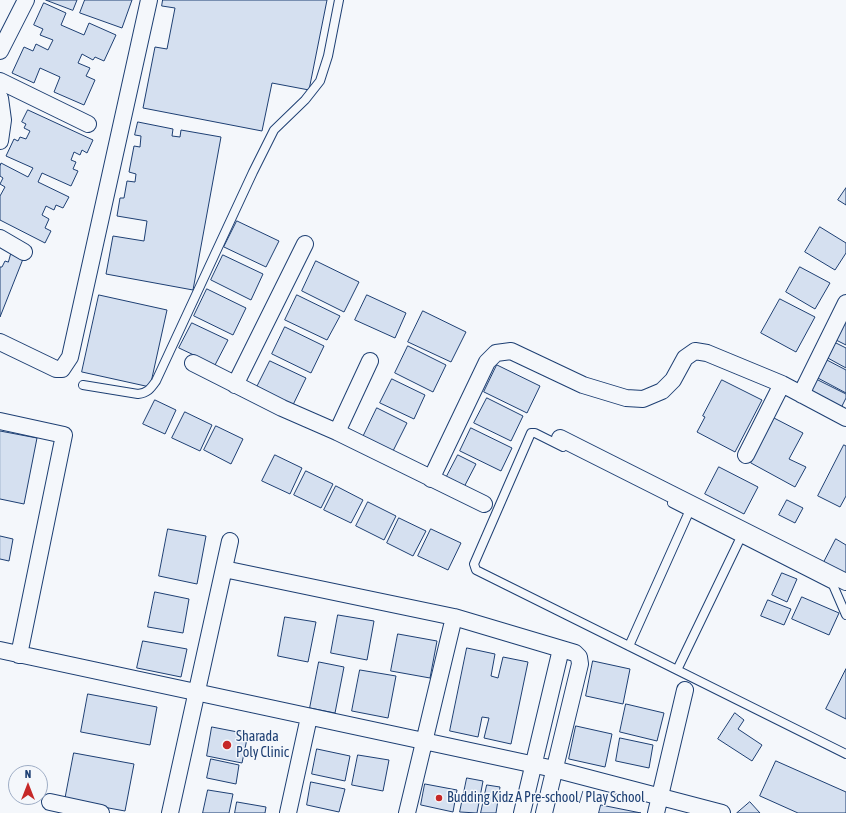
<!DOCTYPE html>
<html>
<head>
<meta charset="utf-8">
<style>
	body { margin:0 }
	#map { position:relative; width:846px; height:813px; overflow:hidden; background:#f4f7fb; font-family:"Asap Condensed",sans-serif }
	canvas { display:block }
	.north { position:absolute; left:8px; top:765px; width:40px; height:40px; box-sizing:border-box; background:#f4f7fb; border:1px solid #9eadc5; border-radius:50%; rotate:0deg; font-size:11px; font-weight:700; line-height:16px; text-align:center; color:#1d3f73 }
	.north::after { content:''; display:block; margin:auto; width:14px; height:18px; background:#c62828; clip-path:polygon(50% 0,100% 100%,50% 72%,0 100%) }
</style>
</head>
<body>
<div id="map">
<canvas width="846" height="813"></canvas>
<div class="north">N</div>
</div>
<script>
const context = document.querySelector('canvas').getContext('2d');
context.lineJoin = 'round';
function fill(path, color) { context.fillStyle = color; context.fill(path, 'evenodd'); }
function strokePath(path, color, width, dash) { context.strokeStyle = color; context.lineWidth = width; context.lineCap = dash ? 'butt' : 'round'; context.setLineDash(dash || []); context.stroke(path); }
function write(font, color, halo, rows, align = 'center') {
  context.font = font + ' "Asap Condensed",sans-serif'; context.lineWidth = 3; context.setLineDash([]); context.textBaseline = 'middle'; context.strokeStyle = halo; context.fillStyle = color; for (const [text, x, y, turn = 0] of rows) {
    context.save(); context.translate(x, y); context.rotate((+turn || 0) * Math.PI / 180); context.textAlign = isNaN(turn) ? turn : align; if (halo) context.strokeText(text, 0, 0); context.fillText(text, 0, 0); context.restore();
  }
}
const building = new Path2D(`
	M46 0H77L73 10Z
	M85 0H132L122 28 80 13Z
	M163 0H327L309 90 272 83 262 131 143 108 155 47 167 49 175 8 162 6Z
	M44 3 66 13 61 25 84 35 89 23 116 35 104 61 95 57 93 60 82 54 78 63 90 68 86 76 95 80 84 105 54 92 60 77 40 68 34 83 12 73 24 47 33 51 36 44 48 50 53 40 40 35 43 29 34 25Z
	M28 110 93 140 87 153 82 150 80 155 74 152 71 160 76 162 73 169 78 171 71 186 42 173 38 182 69 197 63 208 56 205 54 210 46 206 42 215 49 219 45 228 51 231 45 243 0 220V196L5 187 0 184 3 178 0 176V166L1 163 28 177 33 168 6 156 14 139 18 141 20 137 26 139 30 131 24 128 26 124 22 122Z
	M138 122 173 129 172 136 180 137 181 130 221 137 193 290 106 274 113 236 144 241 147 221 117 216 120 198H124L127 181 135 182 136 174 129 172 134 146 140 147 141 136 135 135Z
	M846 188V205L838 200Z
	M237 221 279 241 266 267 224 247Z
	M820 227 846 243V253L835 270 805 252Z
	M11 254 23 259 0 317V267H2L5 261 8 262Z
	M223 255 263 274 251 300 211 280Z
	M316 261 359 282 344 312 302 291Z
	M800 267 830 283 815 309 786 292Z
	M207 289 246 308 233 335 194 316Z
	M99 295 167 310 150 387 82 372Z
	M297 295 340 316 327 340 285 320Z
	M367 295 406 313 395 338 355 320Z
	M780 299 815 317 796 352 761 333Z
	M423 311 466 332 451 362 408 342Z
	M846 320V345L834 339Z
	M192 323 228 340 215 365 179 348Z
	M285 327 324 346 311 373 272 354Z
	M834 342 846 348V368L826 357Z
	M408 346 446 365 433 392 395 373Z
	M825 359 846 370V393L816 377Z
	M270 361 306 378 291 409 255 391Z
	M497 365 540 386 527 413 484 392Z
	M392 379 425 395 414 419 380 403Z
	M816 379 846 394V398L840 410 809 394Z
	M722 380 762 400 735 452 697 432 705 417 703 416Z
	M487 398 523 416 511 441 474 423Z
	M155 400 176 410 165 434 143 424Z
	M377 408 407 423 393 451 363 437Z
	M185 412 212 425 200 451 172 438Z
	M774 418 803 433 789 459 806 467 795 487 751 463Z
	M216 426 243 439 231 464 204 450Z
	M471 428 512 448 501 471 460 451Z
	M0 431 37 438 24 504 0 499Z
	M844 445 846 446V496L840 507 818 496Z
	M275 455 302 468 290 494 262 481Z
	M458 455 476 464 463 489 445 480Z
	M719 467 758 487 744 514 705 494Z
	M306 471 333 484 321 508 294 495Z
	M336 486 363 500 351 523 324 510Z
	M787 500 803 508 795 523 779 515Z
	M368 502 396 516 384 540 356 526Z
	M399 518 426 531 413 556 387 543Z
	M168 529 206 536 197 584 159 576Z
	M431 529 461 543 448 570 418 556Z
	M0 536 13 539 9 561 0 559Z
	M836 539 846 545V579L822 566Z
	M782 573 797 579 787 602 772 595Z
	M155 592 189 599 183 633 148 627Z
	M802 597 839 613 829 635 792 619Z
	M768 600 791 609 784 625 761 616Z
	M338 615 374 621 367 660 331 653Z
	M285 617 316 622 308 662 278 656Z
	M398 634 437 641 430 678 391 671Z
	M143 641 187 649 181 677 137 668Z
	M467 648 495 654 491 676 498 678 503 657 528 662 511 744 484 738 489 718 482 717 478 737 450 731Z
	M593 661 630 669 623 704 586 696Z
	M319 662 344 667 335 713 310 708Z
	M846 669V719L826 709Z
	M360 670 396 676 388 718 352 711Z
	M88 694 157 707 150 745 81 732Z
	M626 704 664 713 657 741 620 732Z
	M735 713 744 720 738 729 762 745 752 761 718 739Z
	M576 726 612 734 605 767 569 759Z
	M212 727 248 734 242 763 207 756Z
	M620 738 653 745 649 768 616 761Z
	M317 749 350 756 345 781 312 774Z
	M74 753 134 764 125 811 65 800Z
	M358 755 389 760 383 791 352 785Z
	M211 759 239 765 236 784 207 778Z
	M776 761 846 792V813H798L760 796Z
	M467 778 483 781 477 813 460 812Z
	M311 782 345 789 339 812 307 805Z
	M425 784 457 790 453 812 421 805Z
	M487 785 500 787 496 813H481Z
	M208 790 233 794 229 813H203Z
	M237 802 266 807 265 813H235Z
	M750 802 760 813H737Z
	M601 805 641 813H599Z`);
const lane = new Path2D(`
	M83 385 138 394C148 393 151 388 156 381L253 172 274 130 305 100 320 81 328 56 339 0
	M563 447 535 433H531L474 564 476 570 846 754
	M672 503 833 585 846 615
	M629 646 689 512
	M677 670 740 539`);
const street = new Path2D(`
	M0 51 26 0
	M0 81 88 124
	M0 98 3 120 0 141
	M0 238 24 252
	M0 342 56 369H62L70 357 149 0
	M193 363 282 408 337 432 484 504
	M235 385 305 244
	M802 395 805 386 846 303
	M0 421 64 435 19 655
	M337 432 370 361
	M560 438 846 582
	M746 455 782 384
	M431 479 487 362 496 353 511 351 583 385 626 398 643 399 662 391 673 380 685 358 695 351 707 353 782 384 846 418
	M224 569 454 617 575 653 579 657 580 664 544 813
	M0 650 554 769 722 813
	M50 802 101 813
	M170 813 230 541
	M288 813 309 717
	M407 813 454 617
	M522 813 561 649
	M656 813 685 690`);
const markers = [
	[227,745,5,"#c62828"],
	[439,798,4,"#c62828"]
];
const poiNames = [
	["Sharada",236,737],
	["Poly Clinic",236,753],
	["Budding Kidz A Pre-school/ Play School",447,798]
];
fill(building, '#d5e0f0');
strokePath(building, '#1d3f73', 1);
strokePath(lane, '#1d3f73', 10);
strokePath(street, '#1d3f73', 18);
strokePath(lane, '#f4f7fb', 8);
strokePath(street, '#f4f7fb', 16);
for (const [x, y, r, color] of markers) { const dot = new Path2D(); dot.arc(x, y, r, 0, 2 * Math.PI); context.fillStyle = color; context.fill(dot); strokePath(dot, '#f4f7fb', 1.5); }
write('14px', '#1d3f73', '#f4f7fb', poiNames, 'left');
</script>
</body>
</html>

------------------------------------------------------------------------

▶ _What the task asks_: Go through the listing above and find each line containing the string "strokeStyle"; copy those lines.

▶ _Expected answer_:
function strokePath(path, color, width, dash) { context.strokeStyle = color; context.lineWidth = width; context.lineCap = dash ? 'butt' : 'round'; context.setLineDash(dash || []); context.stroke(path); }
  context.font = font + ' "Asap Condensed",sans-serif'; context.lineWidth = 3; context.setLineDash([]); context.textBaseline = 'middle'; context.strokeStyle = halo; context.fillStyle = color; for (const [text, x, y, turn = 0] of rows) {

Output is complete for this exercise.